Believe it or not, the 2022 Winter Olympics are just around the corner and after sitting out in the 2018 edition of the tournament, the NHL is once again sending its players to the international stage this coming February. The competition represents the first time top NHL players will compete internationally (discounting the IIHF World Championships which often don’t feature the best players due to scheduling conflicts with the Stanley Cup Playoffs) since the 2016 World Cup of Hockey.
With so much time having passed, the rosters for the world’s top hockey nations will look quite different this go around. For the United States, the 2022 Olympics represents the beginning of the Auston Matthews era. While the superstar center for the Toronto Maple Leafs is sure to steal the headlines, there are plenty of intriguing options up and down the lineup from forwards capable of highlight-reel goals, entertaining puck-moving defensemen, and a plethora of quality goaltenders. Let’s take an early look at how the Americans could line up this February.
The first name on the team sheet has to be Matthews, who is expected to center the American top line. In a perfect world where injuries don’t exist, that second-line center spot would surely belong to Jack Eichel, but unfortunately, the new Vegas Golden Knight will miss the tournament recovering from neck surgery. Replacing Eichel in the top six is likely to be Dylan Larkin, the newly appointed captain of the Detroit Red Wings. J.T. Miller of the Vancouver Canucks is another center who looks likely to make the squad, giving the U.S. a fairly young crop of centers. That’s where Dallas Stars center Joe Pavelski comes in. Providing a veteran presence, particularly when it comes to Olympic hockey, will be critical for Pavelski as he will be looked upon late in games and in tight situations. The center position is, on paper, the position lacking in-depth for the Americans, but an MVP-like performance from Matthews could negate that lack of depth rather easily.
When you think of USA hockey in the 21st century, you immediately think of Patrick Kane. The three-time Cup winner for the Chicago Blackhawks has been the face of American hockey for the past decade and will surely line up next to Matthews on the top line. Looking past Kane, the team looks to be filled with some of the top young wingers in the game. Matthew Tkachuk and Johnny Gaudreau will likely play together due to their chemistry playing for the Calgary Flames. It’s also hard to imagine that Matthew gets picked to the team without his brother, Brady Tkachuk, the Ottawa Senators captain, also getting the call. Mixing in Troy Terry, the breakout star for the Anaheim Ducks, Winnipeg Jets sniper Kyle Connor and Kane’s Chicago teammate, Alex DeBrincat, and all of a sudden the team is looking that much more lethal. Filling out the rest of the winger spots, veteran leadership will be key. 2014 Olympic hero T.J. Oshie along with Max Pacioretty and Chris Kreider will make for a formidable crop of wingers.
The real strength of this American team will be the defensive group. On an enlarged Olympic-sized rink, puck-moving defensemen will be that much more valuable to overall success, and this looks to be the golden era of American offensive defensemen. Reigning Norris Trophy winner Adam Fox is a lock to make the team, as is the new Blackhawk, Seth Jones. Jones’ former Columbus Blue Jackets teammate, Zach Werenski, has a strong case to make the squad, as does Charlie McAvoy of the Boston Bruins, who only seems to be getting better every year. On the topic of former teammates, McAvoy’s former Bruins teammate, Torey Krug of the St. Louis Blues has a strong case to make the team. Budding stars Quinn Hughes and Jaccob Slavin are both likely to make the squad as well. Rounding out the defensive core, John Carlson of the Washington Capitals will provide Olympic experience to a young group.
The starting goaltending spot for the Americans, at least heading into the Olympic games, surely belongs to Connor Hellebuyck. The former Vezina winner and star for the Jets will likely get the first crack at the job. Hot on his tail, however, will be Ducks goalie John Gibson.

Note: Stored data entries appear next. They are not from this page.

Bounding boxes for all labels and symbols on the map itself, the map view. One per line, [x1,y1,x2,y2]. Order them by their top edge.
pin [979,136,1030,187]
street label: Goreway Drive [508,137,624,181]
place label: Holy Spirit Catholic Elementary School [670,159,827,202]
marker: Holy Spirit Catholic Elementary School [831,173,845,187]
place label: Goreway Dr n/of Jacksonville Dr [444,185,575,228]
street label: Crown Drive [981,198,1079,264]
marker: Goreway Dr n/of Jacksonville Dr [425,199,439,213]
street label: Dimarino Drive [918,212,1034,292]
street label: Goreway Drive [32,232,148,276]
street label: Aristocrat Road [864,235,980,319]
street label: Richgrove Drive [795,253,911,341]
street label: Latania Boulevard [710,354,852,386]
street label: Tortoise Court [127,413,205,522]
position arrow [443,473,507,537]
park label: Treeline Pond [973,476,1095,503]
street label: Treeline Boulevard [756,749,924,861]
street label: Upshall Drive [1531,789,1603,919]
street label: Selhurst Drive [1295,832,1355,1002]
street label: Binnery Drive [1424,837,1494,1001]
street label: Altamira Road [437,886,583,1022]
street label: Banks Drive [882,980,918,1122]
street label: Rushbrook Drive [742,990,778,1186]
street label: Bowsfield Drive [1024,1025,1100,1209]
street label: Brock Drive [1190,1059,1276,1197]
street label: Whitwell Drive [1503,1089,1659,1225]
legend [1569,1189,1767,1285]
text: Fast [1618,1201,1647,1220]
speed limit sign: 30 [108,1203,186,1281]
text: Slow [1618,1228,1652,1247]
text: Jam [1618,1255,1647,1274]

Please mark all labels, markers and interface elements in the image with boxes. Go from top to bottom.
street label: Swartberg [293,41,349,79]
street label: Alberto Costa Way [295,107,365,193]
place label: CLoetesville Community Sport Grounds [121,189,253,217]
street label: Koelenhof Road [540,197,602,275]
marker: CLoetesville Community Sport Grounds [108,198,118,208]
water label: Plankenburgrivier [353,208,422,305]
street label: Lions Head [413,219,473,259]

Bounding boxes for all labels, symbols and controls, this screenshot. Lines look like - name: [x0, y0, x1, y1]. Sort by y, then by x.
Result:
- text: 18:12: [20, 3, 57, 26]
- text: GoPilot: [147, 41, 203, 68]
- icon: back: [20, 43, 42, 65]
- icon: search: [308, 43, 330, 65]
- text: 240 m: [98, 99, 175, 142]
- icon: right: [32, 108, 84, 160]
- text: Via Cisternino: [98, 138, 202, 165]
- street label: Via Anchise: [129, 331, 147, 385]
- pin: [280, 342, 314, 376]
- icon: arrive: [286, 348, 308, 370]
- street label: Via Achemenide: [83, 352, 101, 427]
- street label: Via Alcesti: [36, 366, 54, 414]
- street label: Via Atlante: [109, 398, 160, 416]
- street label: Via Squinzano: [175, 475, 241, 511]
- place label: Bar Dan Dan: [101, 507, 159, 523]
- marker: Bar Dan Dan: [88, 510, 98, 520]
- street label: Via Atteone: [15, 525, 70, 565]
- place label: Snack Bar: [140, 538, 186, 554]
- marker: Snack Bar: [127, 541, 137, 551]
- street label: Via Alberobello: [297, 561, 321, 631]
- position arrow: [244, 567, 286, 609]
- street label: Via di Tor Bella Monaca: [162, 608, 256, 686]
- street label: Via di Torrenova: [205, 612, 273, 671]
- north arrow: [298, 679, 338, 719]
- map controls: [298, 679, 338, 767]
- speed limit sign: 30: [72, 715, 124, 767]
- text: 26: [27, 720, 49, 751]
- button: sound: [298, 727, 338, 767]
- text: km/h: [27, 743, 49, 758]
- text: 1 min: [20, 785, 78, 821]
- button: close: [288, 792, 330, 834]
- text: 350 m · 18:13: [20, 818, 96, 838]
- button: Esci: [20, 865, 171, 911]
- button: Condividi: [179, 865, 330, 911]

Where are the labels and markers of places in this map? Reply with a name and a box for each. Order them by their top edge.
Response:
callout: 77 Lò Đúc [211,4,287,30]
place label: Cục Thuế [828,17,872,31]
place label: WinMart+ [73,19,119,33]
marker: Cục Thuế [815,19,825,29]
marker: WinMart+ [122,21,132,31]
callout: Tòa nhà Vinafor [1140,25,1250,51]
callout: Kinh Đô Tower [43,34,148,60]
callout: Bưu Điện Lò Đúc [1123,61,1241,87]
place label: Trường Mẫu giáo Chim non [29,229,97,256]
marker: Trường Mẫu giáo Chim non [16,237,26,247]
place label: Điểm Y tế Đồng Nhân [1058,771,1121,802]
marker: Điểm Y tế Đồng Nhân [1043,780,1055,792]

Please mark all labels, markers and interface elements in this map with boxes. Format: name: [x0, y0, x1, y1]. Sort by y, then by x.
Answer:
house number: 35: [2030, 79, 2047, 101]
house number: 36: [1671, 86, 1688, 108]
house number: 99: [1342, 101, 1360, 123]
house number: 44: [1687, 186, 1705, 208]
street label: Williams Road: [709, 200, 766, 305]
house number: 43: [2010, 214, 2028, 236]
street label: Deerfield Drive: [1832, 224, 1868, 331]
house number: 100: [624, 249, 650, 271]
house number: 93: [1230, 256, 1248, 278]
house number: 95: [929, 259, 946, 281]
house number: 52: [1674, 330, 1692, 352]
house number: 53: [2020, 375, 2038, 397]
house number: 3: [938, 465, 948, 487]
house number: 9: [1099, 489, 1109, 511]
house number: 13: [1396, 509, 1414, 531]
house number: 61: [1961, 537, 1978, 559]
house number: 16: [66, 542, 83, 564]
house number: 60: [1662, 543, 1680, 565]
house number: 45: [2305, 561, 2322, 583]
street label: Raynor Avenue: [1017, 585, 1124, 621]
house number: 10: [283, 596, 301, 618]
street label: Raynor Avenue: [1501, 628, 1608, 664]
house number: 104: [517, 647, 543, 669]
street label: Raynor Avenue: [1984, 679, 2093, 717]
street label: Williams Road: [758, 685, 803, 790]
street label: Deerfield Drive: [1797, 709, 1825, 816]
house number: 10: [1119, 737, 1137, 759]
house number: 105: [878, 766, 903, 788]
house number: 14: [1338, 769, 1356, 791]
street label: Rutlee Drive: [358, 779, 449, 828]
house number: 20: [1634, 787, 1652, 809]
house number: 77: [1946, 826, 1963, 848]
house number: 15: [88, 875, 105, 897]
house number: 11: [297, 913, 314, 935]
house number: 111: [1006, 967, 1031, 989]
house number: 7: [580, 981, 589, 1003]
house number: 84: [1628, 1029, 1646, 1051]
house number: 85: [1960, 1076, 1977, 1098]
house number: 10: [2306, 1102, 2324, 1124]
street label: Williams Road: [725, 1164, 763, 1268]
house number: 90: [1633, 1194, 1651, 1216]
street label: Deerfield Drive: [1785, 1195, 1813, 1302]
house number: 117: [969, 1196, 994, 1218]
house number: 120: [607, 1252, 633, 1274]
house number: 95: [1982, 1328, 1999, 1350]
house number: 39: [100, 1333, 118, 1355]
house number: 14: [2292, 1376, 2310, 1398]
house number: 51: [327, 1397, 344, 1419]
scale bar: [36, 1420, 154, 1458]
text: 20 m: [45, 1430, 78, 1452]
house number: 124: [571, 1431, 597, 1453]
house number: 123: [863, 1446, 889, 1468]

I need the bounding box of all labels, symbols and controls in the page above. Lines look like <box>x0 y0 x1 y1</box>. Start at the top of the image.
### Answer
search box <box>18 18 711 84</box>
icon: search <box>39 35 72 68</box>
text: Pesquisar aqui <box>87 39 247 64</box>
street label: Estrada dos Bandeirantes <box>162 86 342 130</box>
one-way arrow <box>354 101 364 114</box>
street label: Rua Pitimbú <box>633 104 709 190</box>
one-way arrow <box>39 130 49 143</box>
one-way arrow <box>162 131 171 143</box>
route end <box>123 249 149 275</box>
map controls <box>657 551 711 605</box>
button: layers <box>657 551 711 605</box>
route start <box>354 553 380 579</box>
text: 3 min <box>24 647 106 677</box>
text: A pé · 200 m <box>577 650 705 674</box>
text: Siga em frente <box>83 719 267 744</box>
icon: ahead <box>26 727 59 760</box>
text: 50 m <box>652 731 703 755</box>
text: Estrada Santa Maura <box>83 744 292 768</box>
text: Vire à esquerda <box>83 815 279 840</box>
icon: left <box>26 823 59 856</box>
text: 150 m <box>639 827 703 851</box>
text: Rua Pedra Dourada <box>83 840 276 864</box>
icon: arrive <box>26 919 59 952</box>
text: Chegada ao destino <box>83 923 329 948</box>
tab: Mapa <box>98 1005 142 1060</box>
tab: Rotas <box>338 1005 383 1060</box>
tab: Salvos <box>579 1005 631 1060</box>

In what has been a tough stretch for Anaheim early on in his career, Gibson has been the saving grace for the franchise and might be looked at differently if he played in a bigger hockey market. The third goaltending spot is where things get interesting, as there are a couple of options to consider. In the spirit of playing for the present with an eye on the future, Florida Panthers rookie goaltender Spencer Knight is the early favorite for that final spot. Knight is projected to be one of the world’s top netminders in the coming years, and bringing him into that Olympic environment early on will only help him fully develop into the future star he appears to be.
While we are still a couple of months away from the start of the Olympics and injuries between now and then can change things, this is a good look at what is likely to be the USA roster. With a forward group led by the likes of Matthews and Kane, a star-studded crop of defensemen and three solid goaltenders, the United States looks to be one of the most formidable squads in the entire tournament.